[Exercise material Boundary: Start]
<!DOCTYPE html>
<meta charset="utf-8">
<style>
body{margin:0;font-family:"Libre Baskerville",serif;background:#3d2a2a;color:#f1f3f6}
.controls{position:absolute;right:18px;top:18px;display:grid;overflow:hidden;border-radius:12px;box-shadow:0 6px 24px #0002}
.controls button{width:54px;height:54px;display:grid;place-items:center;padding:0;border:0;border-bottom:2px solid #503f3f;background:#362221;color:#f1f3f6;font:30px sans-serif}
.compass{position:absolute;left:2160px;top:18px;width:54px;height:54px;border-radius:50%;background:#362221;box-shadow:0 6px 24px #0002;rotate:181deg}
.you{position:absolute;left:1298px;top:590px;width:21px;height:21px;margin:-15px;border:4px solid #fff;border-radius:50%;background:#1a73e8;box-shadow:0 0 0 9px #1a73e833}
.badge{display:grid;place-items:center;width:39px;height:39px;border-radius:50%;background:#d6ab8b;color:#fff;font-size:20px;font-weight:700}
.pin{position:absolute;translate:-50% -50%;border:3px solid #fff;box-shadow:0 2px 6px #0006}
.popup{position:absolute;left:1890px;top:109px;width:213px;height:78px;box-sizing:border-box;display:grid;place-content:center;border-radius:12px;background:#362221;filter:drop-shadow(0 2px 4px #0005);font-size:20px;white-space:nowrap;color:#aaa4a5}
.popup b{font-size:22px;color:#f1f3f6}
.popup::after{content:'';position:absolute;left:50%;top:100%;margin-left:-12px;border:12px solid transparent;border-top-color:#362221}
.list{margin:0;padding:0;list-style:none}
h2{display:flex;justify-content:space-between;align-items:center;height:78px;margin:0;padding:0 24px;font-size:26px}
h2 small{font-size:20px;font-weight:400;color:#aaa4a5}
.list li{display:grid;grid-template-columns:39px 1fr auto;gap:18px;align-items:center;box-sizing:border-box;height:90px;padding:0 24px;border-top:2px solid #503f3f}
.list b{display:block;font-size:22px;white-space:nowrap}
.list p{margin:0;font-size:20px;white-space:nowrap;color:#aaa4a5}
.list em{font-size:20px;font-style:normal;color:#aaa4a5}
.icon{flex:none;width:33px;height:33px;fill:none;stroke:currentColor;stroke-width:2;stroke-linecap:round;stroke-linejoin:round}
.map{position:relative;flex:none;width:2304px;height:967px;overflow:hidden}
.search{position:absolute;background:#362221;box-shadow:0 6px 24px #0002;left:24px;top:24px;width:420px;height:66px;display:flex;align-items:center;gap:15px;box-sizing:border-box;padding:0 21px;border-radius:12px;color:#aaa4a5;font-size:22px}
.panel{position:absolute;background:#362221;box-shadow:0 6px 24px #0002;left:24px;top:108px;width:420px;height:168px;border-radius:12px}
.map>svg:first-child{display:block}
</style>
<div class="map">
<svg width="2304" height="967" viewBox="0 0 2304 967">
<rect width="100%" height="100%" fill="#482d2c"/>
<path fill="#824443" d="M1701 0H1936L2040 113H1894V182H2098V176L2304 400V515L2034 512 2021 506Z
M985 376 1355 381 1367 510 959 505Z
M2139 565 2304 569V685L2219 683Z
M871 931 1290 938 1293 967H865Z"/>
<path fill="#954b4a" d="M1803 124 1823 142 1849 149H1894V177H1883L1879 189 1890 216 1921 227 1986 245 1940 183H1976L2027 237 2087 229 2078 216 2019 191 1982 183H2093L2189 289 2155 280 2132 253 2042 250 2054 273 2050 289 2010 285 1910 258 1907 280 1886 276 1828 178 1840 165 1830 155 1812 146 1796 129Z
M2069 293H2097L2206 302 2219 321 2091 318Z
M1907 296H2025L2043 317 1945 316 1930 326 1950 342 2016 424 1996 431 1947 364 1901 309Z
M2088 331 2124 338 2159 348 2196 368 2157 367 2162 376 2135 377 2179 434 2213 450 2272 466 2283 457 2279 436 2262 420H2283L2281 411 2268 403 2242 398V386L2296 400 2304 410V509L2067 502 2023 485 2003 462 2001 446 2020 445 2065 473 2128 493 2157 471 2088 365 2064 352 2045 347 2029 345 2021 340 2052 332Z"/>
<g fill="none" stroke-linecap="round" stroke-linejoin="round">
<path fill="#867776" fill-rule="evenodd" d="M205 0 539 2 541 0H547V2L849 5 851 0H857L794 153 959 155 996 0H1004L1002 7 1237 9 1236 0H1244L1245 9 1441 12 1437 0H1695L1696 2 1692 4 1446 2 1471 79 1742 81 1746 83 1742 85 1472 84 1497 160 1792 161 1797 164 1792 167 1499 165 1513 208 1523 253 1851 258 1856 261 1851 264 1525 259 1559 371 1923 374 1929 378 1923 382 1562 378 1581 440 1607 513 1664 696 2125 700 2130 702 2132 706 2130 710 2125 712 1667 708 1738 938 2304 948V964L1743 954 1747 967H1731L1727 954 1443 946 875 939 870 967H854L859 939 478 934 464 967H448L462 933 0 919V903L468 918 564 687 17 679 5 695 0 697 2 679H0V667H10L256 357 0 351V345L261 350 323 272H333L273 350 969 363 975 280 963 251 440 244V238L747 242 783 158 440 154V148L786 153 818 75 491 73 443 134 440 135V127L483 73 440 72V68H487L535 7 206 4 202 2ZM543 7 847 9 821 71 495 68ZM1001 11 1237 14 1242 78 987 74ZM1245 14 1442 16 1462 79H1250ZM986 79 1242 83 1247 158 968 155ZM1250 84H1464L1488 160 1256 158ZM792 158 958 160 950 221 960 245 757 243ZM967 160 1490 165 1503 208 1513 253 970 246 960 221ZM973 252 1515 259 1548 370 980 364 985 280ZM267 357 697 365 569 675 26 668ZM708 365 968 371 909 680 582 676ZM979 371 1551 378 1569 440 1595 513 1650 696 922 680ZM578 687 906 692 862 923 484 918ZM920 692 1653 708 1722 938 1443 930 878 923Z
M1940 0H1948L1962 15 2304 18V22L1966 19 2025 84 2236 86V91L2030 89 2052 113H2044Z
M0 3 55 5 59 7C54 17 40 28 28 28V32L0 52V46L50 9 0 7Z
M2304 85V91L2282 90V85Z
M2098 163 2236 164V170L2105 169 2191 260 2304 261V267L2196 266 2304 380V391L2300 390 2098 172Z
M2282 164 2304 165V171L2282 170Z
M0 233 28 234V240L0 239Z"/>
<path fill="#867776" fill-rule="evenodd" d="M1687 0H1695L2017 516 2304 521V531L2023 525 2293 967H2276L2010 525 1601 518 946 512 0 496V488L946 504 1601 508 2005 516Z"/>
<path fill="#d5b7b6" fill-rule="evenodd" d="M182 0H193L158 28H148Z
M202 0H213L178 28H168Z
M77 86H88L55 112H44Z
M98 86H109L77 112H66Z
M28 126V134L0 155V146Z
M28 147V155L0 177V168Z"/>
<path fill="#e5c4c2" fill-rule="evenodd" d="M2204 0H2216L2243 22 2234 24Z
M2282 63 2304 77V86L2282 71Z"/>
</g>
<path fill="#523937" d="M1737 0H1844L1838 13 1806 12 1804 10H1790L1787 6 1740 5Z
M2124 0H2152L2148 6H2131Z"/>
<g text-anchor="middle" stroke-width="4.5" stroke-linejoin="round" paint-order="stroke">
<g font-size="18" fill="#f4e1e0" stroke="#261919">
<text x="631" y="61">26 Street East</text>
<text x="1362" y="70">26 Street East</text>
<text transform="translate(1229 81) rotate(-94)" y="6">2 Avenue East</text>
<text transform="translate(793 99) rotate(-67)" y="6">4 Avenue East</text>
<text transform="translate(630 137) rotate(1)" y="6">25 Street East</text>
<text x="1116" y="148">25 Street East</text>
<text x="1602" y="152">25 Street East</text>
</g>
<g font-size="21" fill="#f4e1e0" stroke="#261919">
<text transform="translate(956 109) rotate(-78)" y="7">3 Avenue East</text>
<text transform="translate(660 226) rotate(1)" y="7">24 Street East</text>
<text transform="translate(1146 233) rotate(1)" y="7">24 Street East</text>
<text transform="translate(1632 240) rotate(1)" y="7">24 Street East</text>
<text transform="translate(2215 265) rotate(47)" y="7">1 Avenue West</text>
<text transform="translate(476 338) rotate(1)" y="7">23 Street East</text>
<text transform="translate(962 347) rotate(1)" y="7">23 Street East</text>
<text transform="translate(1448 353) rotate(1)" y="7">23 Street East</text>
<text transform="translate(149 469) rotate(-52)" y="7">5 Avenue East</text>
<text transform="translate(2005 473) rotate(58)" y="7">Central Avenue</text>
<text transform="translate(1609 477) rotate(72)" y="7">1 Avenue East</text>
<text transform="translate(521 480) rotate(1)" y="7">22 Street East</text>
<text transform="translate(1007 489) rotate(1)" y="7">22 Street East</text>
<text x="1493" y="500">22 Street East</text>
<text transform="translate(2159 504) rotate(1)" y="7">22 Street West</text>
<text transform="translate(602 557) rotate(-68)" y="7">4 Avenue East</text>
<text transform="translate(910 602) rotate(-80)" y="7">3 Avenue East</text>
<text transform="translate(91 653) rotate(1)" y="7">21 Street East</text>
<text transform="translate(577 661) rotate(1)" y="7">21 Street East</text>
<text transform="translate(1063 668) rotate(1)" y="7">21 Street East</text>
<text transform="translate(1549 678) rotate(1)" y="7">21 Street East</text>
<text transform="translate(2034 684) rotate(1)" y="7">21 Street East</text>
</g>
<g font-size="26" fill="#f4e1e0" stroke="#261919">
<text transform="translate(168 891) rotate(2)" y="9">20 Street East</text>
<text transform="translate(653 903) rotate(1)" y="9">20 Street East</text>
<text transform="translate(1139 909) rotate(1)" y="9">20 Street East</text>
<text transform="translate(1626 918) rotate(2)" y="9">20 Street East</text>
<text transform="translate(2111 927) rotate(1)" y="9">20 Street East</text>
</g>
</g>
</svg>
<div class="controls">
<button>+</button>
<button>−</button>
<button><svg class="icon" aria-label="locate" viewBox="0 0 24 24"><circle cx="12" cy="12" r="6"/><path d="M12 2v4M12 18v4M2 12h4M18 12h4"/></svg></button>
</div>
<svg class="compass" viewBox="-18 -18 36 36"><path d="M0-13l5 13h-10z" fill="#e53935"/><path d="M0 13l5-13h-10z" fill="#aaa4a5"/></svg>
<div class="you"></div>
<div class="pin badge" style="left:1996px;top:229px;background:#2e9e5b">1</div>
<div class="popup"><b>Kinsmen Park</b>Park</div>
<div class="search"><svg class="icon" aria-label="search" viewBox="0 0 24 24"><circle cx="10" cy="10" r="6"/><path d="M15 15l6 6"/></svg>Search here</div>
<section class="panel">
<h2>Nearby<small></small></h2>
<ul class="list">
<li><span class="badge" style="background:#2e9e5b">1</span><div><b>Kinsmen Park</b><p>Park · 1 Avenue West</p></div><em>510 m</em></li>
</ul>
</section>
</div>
[Exercise material Boundary: End]
Assignment:
Lines containing the string "linecap" in the entries above should be counted. State that number alone.

Answer section:
2